- Born: 8 April 1894 Samba, Jammu and Kashmir, India
- Died: 21 February 1989 (aged 94) Mumbai, Maharashtra, India
- Occupations: Journalist, writer
- Known for: Father of Journalism in Jammu & Kashmir
- Spouse: Gian Devi
- Children: 6
- Parent(s): Dayanand Saraf Jamuna Devi
- Awards: Padma Shri

= Mulk Raj Saraf =

Indian journalist and writer (1894–1989)

Lala Mulk Raj Saraf (8 April 1894 - 21 February 1989) was an Indian journalist and writer, with over seventy years of a distinguished career in journalism and social service. With several firsts to his name, he is most renowned for overcoming all odds to lay the foundation of journalism in Jammu and Kashmir, setting up the first printing press, and publishing the region's first newspaper, Ranbir. For his work in enabling a free press in Jammu and Kashmir, he is known as the "Father of Journalism in Jammu and Kashmir". A freedom fighter, social reformer, and much loved public figure, he was awarded the Padma Shri in 1976. Saraf established the JDGD Saraf Trust for promoting conscientious journalism in 1985.
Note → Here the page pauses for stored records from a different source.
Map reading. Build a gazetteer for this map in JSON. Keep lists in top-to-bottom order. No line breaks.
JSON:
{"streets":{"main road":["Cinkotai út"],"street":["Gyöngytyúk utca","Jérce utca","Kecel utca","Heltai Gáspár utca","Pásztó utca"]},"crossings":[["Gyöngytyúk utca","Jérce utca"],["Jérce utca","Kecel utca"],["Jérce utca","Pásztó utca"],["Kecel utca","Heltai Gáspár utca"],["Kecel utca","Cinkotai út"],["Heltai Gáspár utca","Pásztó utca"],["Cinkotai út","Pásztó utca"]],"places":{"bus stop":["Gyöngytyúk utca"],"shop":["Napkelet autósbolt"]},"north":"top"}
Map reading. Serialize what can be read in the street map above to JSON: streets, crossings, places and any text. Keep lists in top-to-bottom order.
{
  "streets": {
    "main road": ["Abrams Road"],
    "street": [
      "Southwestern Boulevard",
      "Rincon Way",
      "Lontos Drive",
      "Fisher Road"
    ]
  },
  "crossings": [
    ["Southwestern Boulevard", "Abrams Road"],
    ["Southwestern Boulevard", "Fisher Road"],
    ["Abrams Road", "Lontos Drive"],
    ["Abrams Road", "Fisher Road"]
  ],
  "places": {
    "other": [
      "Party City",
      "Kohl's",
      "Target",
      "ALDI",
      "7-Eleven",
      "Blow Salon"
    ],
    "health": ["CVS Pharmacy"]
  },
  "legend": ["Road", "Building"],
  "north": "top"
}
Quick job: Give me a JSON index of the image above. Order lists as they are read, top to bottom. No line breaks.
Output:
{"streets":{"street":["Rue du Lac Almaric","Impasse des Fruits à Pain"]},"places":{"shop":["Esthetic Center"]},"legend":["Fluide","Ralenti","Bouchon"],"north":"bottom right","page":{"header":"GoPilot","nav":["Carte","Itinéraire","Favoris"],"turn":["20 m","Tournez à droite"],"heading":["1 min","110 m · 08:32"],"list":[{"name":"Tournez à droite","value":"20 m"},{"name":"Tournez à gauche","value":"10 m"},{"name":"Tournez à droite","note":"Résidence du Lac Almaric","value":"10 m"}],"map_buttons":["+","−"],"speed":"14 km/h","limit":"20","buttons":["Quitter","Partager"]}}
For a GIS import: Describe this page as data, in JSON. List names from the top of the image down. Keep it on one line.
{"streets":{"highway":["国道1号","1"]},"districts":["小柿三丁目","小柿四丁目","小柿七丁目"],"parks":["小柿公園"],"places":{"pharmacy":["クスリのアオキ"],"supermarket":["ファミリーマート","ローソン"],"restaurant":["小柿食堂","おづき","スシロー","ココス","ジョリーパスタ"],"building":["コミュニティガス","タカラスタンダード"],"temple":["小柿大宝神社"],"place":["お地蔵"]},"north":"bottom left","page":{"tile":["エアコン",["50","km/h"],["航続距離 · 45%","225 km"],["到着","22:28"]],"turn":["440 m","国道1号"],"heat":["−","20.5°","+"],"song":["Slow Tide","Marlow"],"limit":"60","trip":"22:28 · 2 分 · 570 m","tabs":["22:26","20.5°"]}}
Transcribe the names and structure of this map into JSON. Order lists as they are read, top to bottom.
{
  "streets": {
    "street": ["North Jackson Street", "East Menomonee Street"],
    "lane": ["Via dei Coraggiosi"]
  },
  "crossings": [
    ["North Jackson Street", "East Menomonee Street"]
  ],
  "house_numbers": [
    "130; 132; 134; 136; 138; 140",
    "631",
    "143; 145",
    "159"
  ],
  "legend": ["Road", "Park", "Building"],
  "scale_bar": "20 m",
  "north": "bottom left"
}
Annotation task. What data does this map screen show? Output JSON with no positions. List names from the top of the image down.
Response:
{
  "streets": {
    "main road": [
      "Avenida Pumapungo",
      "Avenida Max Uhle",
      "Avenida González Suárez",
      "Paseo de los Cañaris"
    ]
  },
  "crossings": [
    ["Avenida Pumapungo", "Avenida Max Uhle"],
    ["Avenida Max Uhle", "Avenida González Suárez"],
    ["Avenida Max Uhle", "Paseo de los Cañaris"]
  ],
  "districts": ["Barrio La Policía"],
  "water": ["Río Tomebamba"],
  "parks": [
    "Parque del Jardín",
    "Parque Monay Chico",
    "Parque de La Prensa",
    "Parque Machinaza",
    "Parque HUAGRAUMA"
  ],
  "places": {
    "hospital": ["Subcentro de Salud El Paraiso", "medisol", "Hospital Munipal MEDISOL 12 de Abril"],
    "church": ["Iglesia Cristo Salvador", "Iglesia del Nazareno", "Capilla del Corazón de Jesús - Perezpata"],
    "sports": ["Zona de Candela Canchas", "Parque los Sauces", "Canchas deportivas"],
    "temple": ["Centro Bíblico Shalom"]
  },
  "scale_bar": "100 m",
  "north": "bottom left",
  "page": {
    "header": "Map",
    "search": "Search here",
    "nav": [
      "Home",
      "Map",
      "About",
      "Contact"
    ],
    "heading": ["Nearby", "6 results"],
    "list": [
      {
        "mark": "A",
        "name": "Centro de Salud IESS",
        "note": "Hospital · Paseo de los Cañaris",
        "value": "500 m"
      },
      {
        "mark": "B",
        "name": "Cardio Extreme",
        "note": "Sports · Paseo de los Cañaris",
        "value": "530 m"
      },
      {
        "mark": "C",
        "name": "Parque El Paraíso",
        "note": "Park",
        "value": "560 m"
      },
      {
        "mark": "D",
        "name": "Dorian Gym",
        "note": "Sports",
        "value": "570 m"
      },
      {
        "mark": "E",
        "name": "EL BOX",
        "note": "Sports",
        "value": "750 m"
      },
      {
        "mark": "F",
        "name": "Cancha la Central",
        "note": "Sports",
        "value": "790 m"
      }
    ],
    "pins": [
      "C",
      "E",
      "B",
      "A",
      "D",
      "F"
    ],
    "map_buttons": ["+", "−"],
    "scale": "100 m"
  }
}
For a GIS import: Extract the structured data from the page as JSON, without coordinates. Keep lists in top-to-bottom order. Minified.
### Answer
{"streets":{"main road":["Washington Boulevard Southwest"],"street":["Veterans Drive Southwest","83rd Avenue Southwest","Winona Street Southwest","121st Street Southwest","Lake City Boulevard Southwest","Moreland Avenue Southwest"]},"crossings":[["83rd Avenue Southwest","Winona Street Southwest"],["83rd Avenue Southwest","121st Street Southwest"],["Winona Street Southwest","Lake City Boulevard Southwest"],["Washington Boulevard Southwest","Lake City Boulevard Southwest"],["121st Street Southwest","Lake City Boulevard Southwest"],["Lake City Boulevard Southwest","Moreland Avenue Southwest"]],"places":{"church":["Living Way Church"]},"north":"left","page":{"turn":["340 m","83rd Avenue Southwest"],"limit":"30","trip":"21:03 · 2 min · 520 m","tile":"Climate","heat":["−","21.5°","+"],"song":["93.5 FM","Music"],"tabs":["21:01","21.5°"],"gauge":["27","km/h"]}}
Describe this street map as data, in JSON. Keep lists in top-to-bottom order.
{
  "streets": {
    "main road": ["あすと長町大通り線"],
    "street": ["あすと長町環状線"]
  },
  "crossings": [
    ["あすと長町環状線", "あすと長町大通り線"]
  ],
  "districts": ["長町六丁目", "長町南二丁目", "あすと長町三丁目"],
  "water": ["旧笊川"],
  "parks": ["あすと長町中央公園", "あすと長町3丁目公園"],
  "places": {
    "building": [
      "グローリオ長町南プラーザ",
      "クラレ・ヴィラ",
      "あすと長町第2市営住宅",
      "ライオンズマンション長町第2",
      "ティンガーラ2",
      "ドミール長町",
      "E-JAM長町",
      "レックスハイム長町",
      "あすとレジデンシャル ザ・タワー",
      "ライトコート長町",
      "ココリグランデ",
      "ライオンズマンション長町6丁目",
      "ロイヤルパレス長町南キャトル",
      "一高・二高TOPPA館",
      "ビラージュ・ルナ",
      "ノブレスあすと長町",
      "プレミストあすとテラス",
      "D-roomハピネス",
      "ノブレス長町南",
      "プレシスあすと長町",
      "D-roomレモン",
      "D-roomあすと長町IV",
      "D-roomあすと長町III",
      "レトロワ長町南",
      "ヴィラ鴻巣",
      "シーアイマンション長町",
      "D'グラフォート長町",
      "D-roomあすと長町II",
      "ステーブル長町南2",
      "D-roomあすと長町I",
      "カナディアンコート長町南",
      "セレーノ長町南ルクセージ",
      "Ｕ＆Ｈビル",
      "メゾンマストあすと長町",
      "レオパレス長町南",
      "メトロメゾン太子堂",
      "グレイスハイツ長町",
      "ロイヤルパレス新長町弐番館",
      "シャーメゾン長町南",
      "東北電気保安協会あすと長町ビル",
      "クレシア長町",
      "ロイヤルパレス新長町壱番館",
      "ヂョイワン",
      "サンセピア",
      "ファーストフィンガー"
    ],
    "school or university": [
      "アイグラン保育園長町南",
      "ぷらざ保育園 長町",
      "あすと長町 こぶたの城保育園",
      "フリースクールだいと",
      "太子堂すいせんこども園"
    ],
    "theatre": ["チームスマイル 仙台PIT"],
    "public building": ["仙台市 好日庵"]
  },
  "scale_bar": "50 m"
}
He was born on 8 April 1894 in the Samba district of the Indian state of Jammu and Kashmir to Dayanand Saraf and Jamuna Devi and graduated from the Government Gandhi Memorial Science College Jammu. He started his career as a sub-editor at the nationalist daily Bande Mataram based in Punjab, worked there for a while, and returned to Jammu in 1924 to start J&K's first newspaper, Ranbir, and Rattan, one of the most successful children's magazines of the pre-independence era with subscribers from India and what is now Pakistan.

Saraf wrote articles and was the author of books including Meri Pakistan Yatra, Insaniyat Abhi Zinda Hai and Nagooh-e-Ranvir. Meri Pakistan Yatra, which describes his trip to Pakistan, was selected as Book of the Year by the Jammu and Kashmir Academy of Art, Culture and Languages in 1980. His autobiographical work was published in 1967 as Fifty years as a journalist. Saraf was the author of the first biography published in the Dogri language, Sher-e-Duggar Lala Hans Raj Mahajan Jeevan Katha (1968). He was awarded the fourth highest Indian civilian award of Padma Shri by the Government of India in 1976.

Mulk Raj Saraf died on 21 February 1989, at the age of 94, in Mumbai at the home of his son, Ved Rahi, a Bollywood personality and film director.